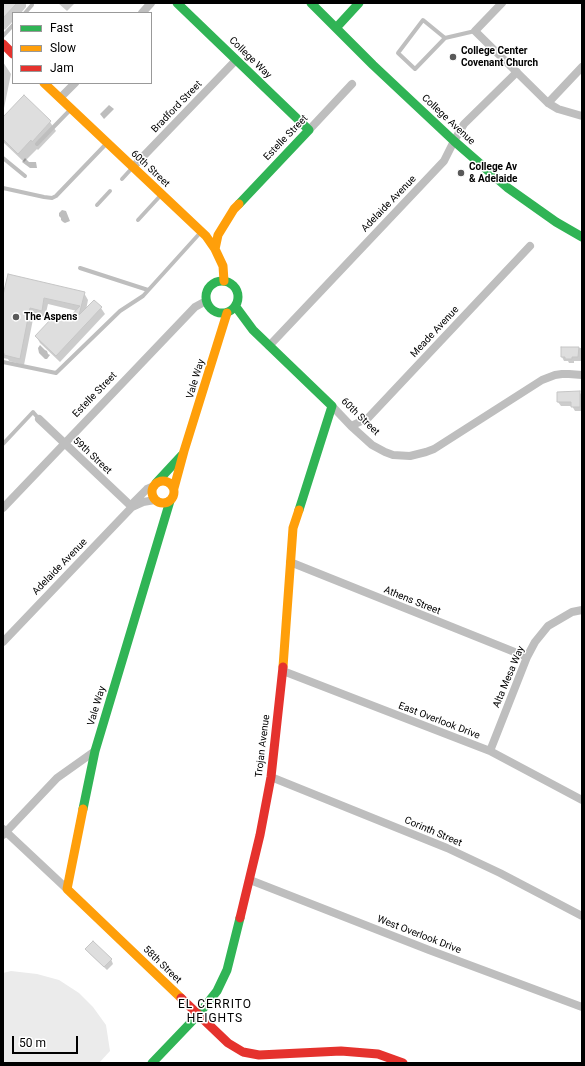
<!DOCTYPE html>
<html>
<head>
<meta charset="utf-8">
<style>
  body { margin:0 }
  #map { position:relative; width:585px; height:1066px; overflow:hidden; background:#fff; font-family:Roboto,sans-serif }
  canvas { display:block }
  .frame { position:absolute; inset:0; border:4px solid #000; pointer-events:none }
  .legend { position:absolute; left:12px; top:12px; width:140px; height:72px; box-sizing:border-box; background:#fff; border:1px solid #999; margin:0; padding:5px 7px; list-style:none; font-size:12px; color:#000 }
  .legend li { display:flex; align-items:center; gap:8px; height:20px }
  .legend b { width:20px; border:1px solid #999 }
  .scale { position:absolute; left:12px; top:1036px; width:66px; height:18px; box-sizing:border-box; border:2px solid #000; border-top:0; padding-left:5px; font-size:12px; line-height:14px; white-space:nowrap; color:#000; -webkit-text-stroke:3px #fff; paint-order:stroke }
</style>
</head>
<body>
<div id="map">
<canvas width="585" height="1066"></canvas>
<div class="frame"></div>
<ul class="legend">
<li><b style="height:5px;background:#30b455"></b>Fast</li>
<li><b style="height:5px;background:#ff9f0a"></b>Slow</li>
<li><b style="height:5px;background:#e5322d"></b>Jam</li>
</ul>
<div class="scale">50 m</div>
</div>
<script>
const ctx = document.querySelector('canvas').getContext('2d');
ctx.lineJoin = 'round';
function fill(path, color) { ctx.fillStyle = color; ctx.fill(path, 'evenodd'); }
const shape = rows => new Path2D(rows.map(r => 'M' + r).join(''));
function strokePath(path, color, width, dash) { ctx.strokeStyle = color; ctx.lineWidth = width; ctx.lineCap = dash ? 'butt' : 'round'; ctx.setLineDash(dash || []); ctx.stroke(path); }
function drawText(font, color, halo, rows, align = 'center') {
  ctx.font = font + ' Roboto,sans-serif'; ctx.lineWidth = 3; ctx.setLineDash([]); ctx.textBaseline = 'middle'; ctx.strokeStyle = halo; ctx.fillStyle = color; for (const [text, x, y, turn = 0] of rows) {
    ctx.save(); ctx.translate(x, y); ctx.rotate((+turn || 0) * Math.PI / 180); ctx.textAlign = isNaN(turn) ? turn : align; if (halo) ctx.strokeText(text, 0, 0); ctx.fillText(text, 0, 0); ctx.restore();
  }
}
fill(shape([
  [11,971,37,974,59,980,79,993,93,1007,106,1025,110,1051,99,1063,3,1063,3,973]
]), '#ebebeb');
fill(shape([
  [109,105,114,109,104,119,100,114],
  [25,158,29,162,36,162,37,168,30,168,22,162],
  [62,210,66,211,70,221,65,223,63,222,61,220,61,218,59,216,59,213],
  [40,345,45,350,47,351,48,354,50,355,47,359,45,359,39,353,38,348]
]), '#bdbdbd');
fill(shape([
  [3,3,26,3,26,7,21,13,13,13,13,21,5,30,3,28],
  [58,3,75,3,67,11],
  [3,62,11,74,3,113],
  [24,97,50,122,56,131,38,150,37,149,24,162,3,142,3,119],
  [84,293,88,300,86,310,101,308,105,314,60,362,40,343,36,336,56,323,67,321,77,311,48,304,45,317,34,314,24,365,9,361,8,359,3,358,3,299],
  [562,348,582,348,582,361,574,361,574,363,569,363,568,361,564,361,562,357],
  [579,392,582,395,582,411,575,411,572,406,561,406,558,402],
  [87,949,111,959,113,964,107,970,89,953]
]), '#0003');
const building = shape([
  [3,3,17,3,3,18,3,3],
  [24,95,51,121,32,142,31,140,18,154,3,139,3,117,24,95],
  [8,274,85,292,79,315,94,300,102,307,56,356,35,336,52,318,56,322,62,316,67,320,80,306,44,298,42,311,30,308,20,359,4,355,4,353,3,353,3,295,8,274],
  [561,347,579,347,578,357,572,357,572,359,565,359,565,357,561,357,561,347],
  [580,391,580,407,571,407,571,402,557,402,557,392,580,391],
  [93,941,112,959,104,967,85,949,93,941]
]);
fill(building, '#dedede');
strokePath(building, '#c6c6c6', 1);
strokePath(shape([
  [25,13,32,5],
  [3,36,13,25],
  [445,38,415,69,398,53,423,20,445,38,475,31],
  [37,144,71,109],
  [3,158,25,176],
  [122,179,133,167],
  [3,188,44,197,52,198,56,196,107,143],
  [97,205,110,191],
  [138,220,161,195],
  [80,268,148,290],
  [3,362,56,373,120,311,143,296,200,233],
  [3,444,33,412,39,419]
]), '#bebebe', 4);
strokePath(shape([
  [502,3,475,31,548,103,558,109,582,116],
  [142,13,151,3],
  [60,98,75,83],
  [548,103,582,67],
  [309,130,352,84],
  [133,167,236,60],
  [269,346,444,161,454,141,464,124,517,72],
  [332,406,351,426,372,445,385,452,393,455,410,456,426,452,434,449,542,380,555,375,562,374,569,374,582,375],
  [39,419,132,507],
  [351,426,368,418,530,246],
  [132,507,143,502,155,500],
  [3,508,195,307,206,301],
  [290,562,527,657],
  [3,642,132,507,134,502,147,489,154,486],
  [283,671,490,751,582,800],
  [490,751,527,657,535,642,548,626,572,612,582,610],
  [271,777,447,848,500,873,582,916],
  [3,829,67,889],
  [3,835,57,778,95,751],
  [250,880,429,950,582,1007]
]), '#bebebe', 8);
strokePath(shape([
  [177,3,309,130,239,204],
  [311,3,373,65,454,141,508,188,556,222,582,237],
  [336,28,359,3],
  '206 297a16 16 0 1 1 32 0a16 16 0 1 1-32 0Z',
  [236,307,253,330,332,406,299,510],
  [156,483,182,455],
  [83,809,95,751,170,501],
  [152,1063,198,1015,217,991,227,970,240,918]
]), '#30b455', 9);
strokePath(shape([
  [44,83,206,236,215,249,223,266,224,281],
  [215,249,218,235,234,209,239,204],
  '152 492a11 11 0 1 1 22 0a11 11 0 1 1-22 0Z',
  [174,488,184,451,227,313],
  [283,667,293,528,299,510],
  [83,809,67,889,181,998]
]), '#ff9f0a', 9);
strokePath(shape([
  [3,44,13,54],
  [240,918,260,835,271,777,283,667],
  [181,998,228,1043,243,1052,259,1055,341,1051,378,1054,403,1063]
]), '#e5322d', 9);
for (const [x, y, r, color] of [
  [453,57,4,"#595959"],
  [461,173,4,"#595959"],
  [16,317,4,"#595959"]
]) { const dot = new Path2D(); dot.arc(x, y, r, 0, 2 * Math.PI); ctx.fillStyle = color; ctx.fill(dot); strokePath(dot, '#fff', 1.5); }
drawText('bold 10px', '#000', '#fff', [
  ["College Center",461,51],
  ["Covenant Church",461,63],
  ["College Av",469,167],
  ["& Adelaide",469,179],
  ["The Aspens",24,317]
], 'left');
drawText('10px', '#000', '#fff', [
  ["College Way",250,58,44],
  ["Bradford Street",177,107,-46],
  ["College Avenue",448,120,43],
  ["Estelle Street",286,138,-46],
  ["60th Street",150,169,43],
  ["Adelaide Avenue",389,204,-46],
  ["Meade Avenue",435,332,-47],
  ["Vale Way",196,379,-73],
  ["Estelle Street",95,395,-46],
  ["60th Street",360,417,44],
  ["59th Street",92,456,43],
  ["Adelaide Avenue",60,567,-46],
  ["Athens Street",412,601,22],
  ["Alta Mesa Way",509,677,-67],
  ["Vale Way",97,706,-73],
  ["East Overlook Drive",439,721,21],
  ["Trojan Avenue",263,746,-83],
  ["Corinth Street",433,832,23],
  ["West Overlook Drive",419,935,21],
  ["58th Street",162,965,44]
]);
ctx.letterSpacing = '1px';
drawText('12px', '#000', '#fff', [
  ["EL CERRITO",215,1005],
  ["HEIGHTS",215,1019]
]);
ctx.letterSpacing = '0px';
</script>
</body>
</html>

#### TASK ITEM:
Show the lines of the data that hold the word "Math".

#### OUTPUT FOR THIS TASK:
    ctx.save(); ctx.translate(x, y); ctx.rotate((+turn || 0) * Math.PI / 180); ctx.textAlign = isNaN(turn) ? turn : align; if (halo) ctx.strokeText(text, 0, 0); ctx.fillText(text, 0, 0); ctx.restore();
]) { const dot = new Path2D(); dot.arc(x, y, r, 0, 2 * Math.PI); ctx.fillStyle = color; ctx.fill(dot); strokePath(dot, '#fff', 1.5); }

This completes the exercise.